MATERIAL SHOWN -
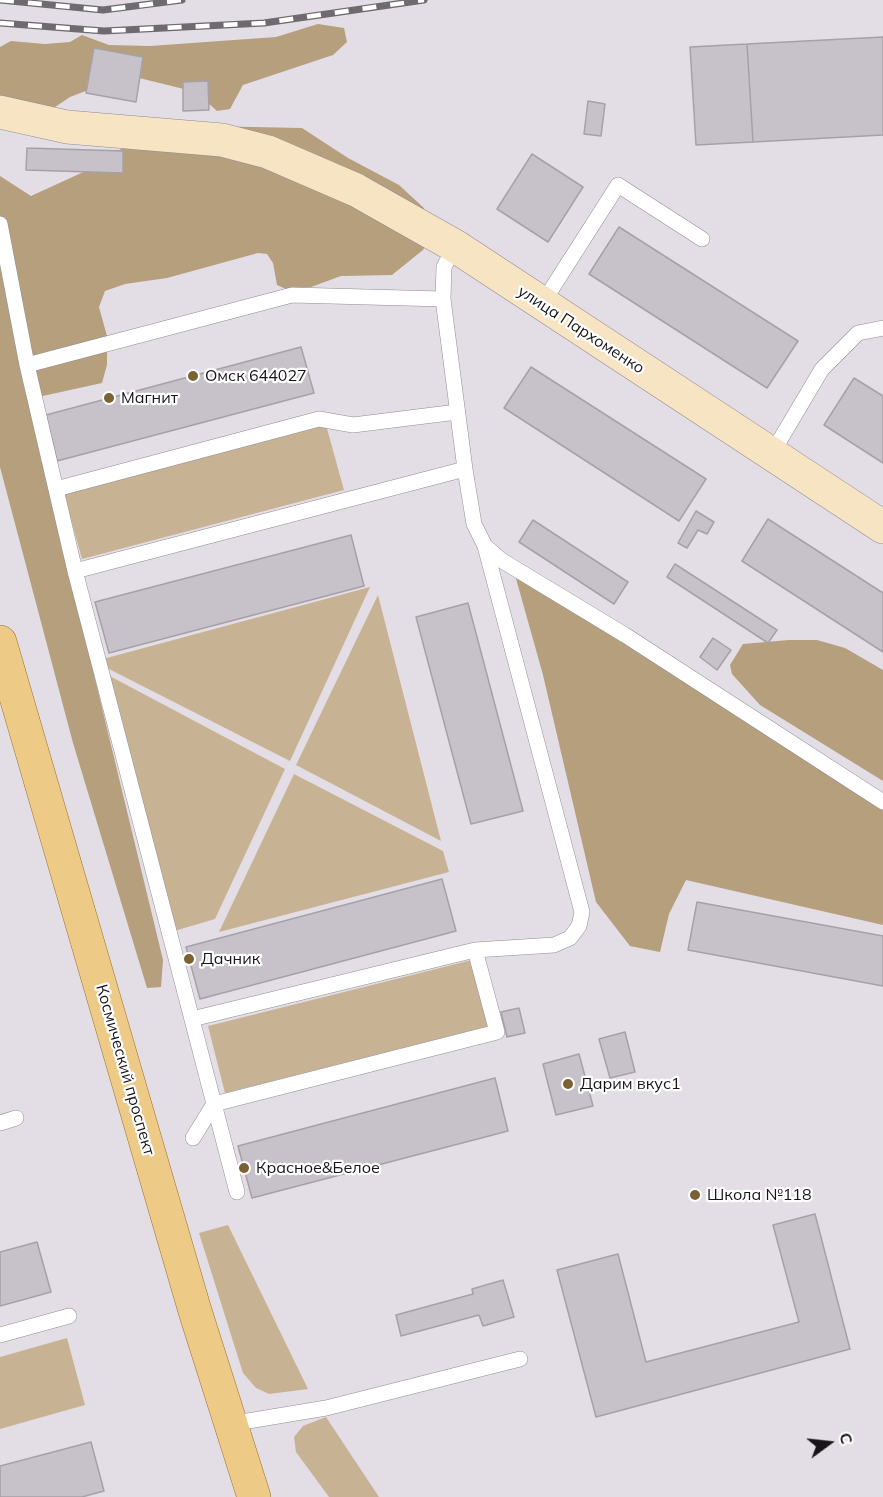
<!DOCTYPE html>
<meta charset="utf-8">
<style>
body{margin:0}
#map{position:relative;width:883px;height:1497px;overflow:hidden;background:#e3dde5;font-family:Mulish,sans-serif}
canvas{display:block}
.north{position:absolute;left:799px;top:1413px;width:60px;height:60px;-webkit-text-stroke:4px #fff;paint-order:stroke;rotate:75deg;font-size:16px;font-weight:700;line-height:24px;text-align:center;color:#171518}
.north::after{content:'';display:block;margin:auto;width:21px;height:27px;background:#171518;clip-path:polygon(50% 0,100% 100%,50% 72%,0 100%)}
</style>
<div id="map">
<canvas width="883" height="1497"></canvas>
<div class="north">С</div>
</div>
<script>
const context = document.querySelector('canvas').getContext('2d');
context.lineJoin = 'round';
function fillPath(path, color) { context.fillStyle = color; context.fill(path, 'evenodd'); }
const toPath = rows => new Path2D(rows.map(r => 'M' + r).join(''));
function trace(path, color, width, dash) { context.strokeStyle = color; context.lineWidth = width; context.lineCap = dash ? 'butt' : 'round'; context.setLineDash(dash || []); context.stroke(path); }
function drawText(font, color, halo, rows, align = 'center') {
  context.font = font + ' Mulish,sans-serif'; context.lineWidth = 4.5; context.setLineDash([]); context.textBaseline = 'middle'; context.strokeStyle = halo; context.fillStyle = color; for (const [text, x, y, turn = 0] of rows) {
    context.save(); context.translate(x, y); context.rotate((+turn || 0) * Math.PI / 180); context.textAlign = isNaN(turn) ? turn : align; if (halo) context.strokeText(text, 0, 0); context.fillText(text, 0, 0); context.restore();
  }
}
const green = toPath([
 [326,425,344,490,82,559,64,494],
 [370,587,290,761,105,667,103,659],
 [378,595,441,841,296,765],
 [104,673,285,769,215,919,171,932],
 [294,774,443,851,449,872,219,932],
 [472,960,489,1026,225,1093,208,1026],
 [228,1225,308,1389,269,1394,256,1388,243,1373,199,1233],
 [67,1338,85,1405,0,1429,0,1357],
 [326,1417,379,1497,329,1497,296,1452,294,1437,303,1426]
]);
const forest = toPath([
 [318,24,344,28,347,42,333,55,243,85,230,109,217,111,196,92,127,75,70,97,52,109,0,103,0,47,11,41,45,44,70,42,82,35,109,45,150,46,276,37],
 [203,126,302,128,348,158,399,185,424,208,427,242,423,250,392,275,341,276,311,287,286,289,277,285,273,263,267,254,258,253,167,278,125,284,105,291,99,307,107,336,107,365,102,383,38,397,96,683,163,960,161,987,147,988,73,743,0,467,0,176,31,196,101,164,129,143],
 [515,575,883,807,883,925,686,880,669,914,660,952,630,946,596,902,543,675],
 [789,640,817,640,845,648,883,670,883,781,760,705,732,674,730,665,743,644]
]);
const building = toPath([
 [883,37,883,135,753,142,747,44,883,37],
 [747,44,753,142,696,145,690,47,747,44],
 [94,48,143,57,136,102,86,93,94,48],
 [208,81,209,110,183,111,183,82,208,81],
 [588,101,605,104,601,136,584,134,588,101],
 [27,148,123,151,123,173,26,170,27,148],
 [532,154,583,187,548,242,497,209,532,154],
 [619,227,798,341,767,388,589,274,619,227],
 [301,347,314,393,57,461,46,415,301,347],
 [531,367,706,479,679,521,504,408,531,367],
 [854,378,883,396,883,463,824,425,854,378],
 [696,511,714,522,707,534,698,530,687,548,678,543,696,511],
 [768,519,883,593,883,652,742,561,768,519],
 [533,520,628,582,614,604,519,542,533,520],
 [351,535,364,586,109,653,95,602,351,535],
 [675,564,777,630,768,643,667,577,675,564],
 [468,603,523,811,471,824,416,617,468,603],
 [713,638,731,650,717,670,700,657,713,638],
 [442,879,456,931,200,999,186,947,442,879],
 [697,902,883,936,883,986,688,950,697,902],
 [519,1008,525,1033,507,1037,501,1012,519,1008],
 [625,1032,635,1072,610,1078,599,1039,625,1032],
 [579,1054,593,1106,556,1115,543,1064,579,1054],
 [495,1078,508,1131,252,1198,238,1146,495,1078],
 [815,1214,850,1349,596,1417,557,1270,618,1254,646,1362,799,1322,773,1225,815,1214],
 [37,1242,51,1292,0,1306,0,1252,37,1242],
 [503,1280,514,1317,483,1326,479,1315,401,1336,396,1315,473,1294,472,1289,503,1280],
 [91,1442,104,1491,82,1497,0,1497,0,1466,91,1442]
]);
const lane = toPath([
 [0,224,27,365,75,571,237,1192],
 [455,246,444,267,443,299,465,469,474,524,485,546,501,560,625,635,883,802],
 [542,304,618,185,702,239],
 [27,365,292,295,443,299],
 [771,455,822,369,858,333,883,328],
 [56,489,319,419,353,425,457,412],
 [75,571,465,469],
 [192,1019,475,950,554,945,570,938,579,926,582,912,485,546],
 [0,1123,16,1118],
 [193,1138,214,1104,497,1032,475,950],
 [0,1335,69,1316],
 [230,1424,326,1408,520,1359]
]);
const secondary = toPath([
 [0,112,67,127,222,140,268,152,356,190,455,246,883,527]
]);
const primary = toPath([
 [0,642,195,1311,254,1497]
]);
const rail = toPath([
 [0,0,103,10,182,0],
 [0,23,104,31,264,23,424,0]
]);
const markers = [
 [193,376,6,"#7c6133"],
 [109,398,6,"#7c6133"],
 [189,959,6,"#7c6133"],
 [568,1084,6,"#7c6133"],
 [244,1168,6,"#7c6133"],
 [695,1195,6,"#7c6133"]
];
const streetNames = [
 ["улица Пархоменко",581,330,33],
 ["Космический проспект",125,1070,74]
];
const poiNames = [
 ["Омск 644027",205,376],
 ["Магнит",121,398],
 ["Дачник",201,959],
 ["Дарим вкус1",580,1084],
 ["Красное&Белое",256,1168],
 ["Школа №118",707,1195]
];
fillPath(green, '#c7b393');
fillPath(forest, '#b59f7d');
fillPath(building, '#c7c1c9');
trace(building, '#a6a1a8', 1.5);
trace(lane, '#918c93', 16);
trace(secondary, '#918c93', 34);
trace(primary, '#9b732c', 34);
trace(lane, '#fff', 15);
trace(secondary, '#f6e4c3', 33);
trace(primary, '#eeca87', 33);
trace(rail, '#6e6a6f', 7);
trace(rail, '#fff', 4.5, [14]);
for (const [x, y, r, color] of markers) { const dot = new Path2D(); dot.arc(x, y, r, 0, 2 * Math.PI); context.fillStyle = color; context.fill(dot); trace(dot, '#fff', 2); }
drawText('16px', '#171518', '#fff', streetNames);
drawText('16px', '#171518', '#fff', poiNames, 'left');
</script>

PROMPT - Show all lines in the entries above where the string "poiNames" appears.

SOLUTION FOR THIS PROBLEM -
const poiNames = [
drawText('16px', '#171518', '#fff', poiNames, 'left');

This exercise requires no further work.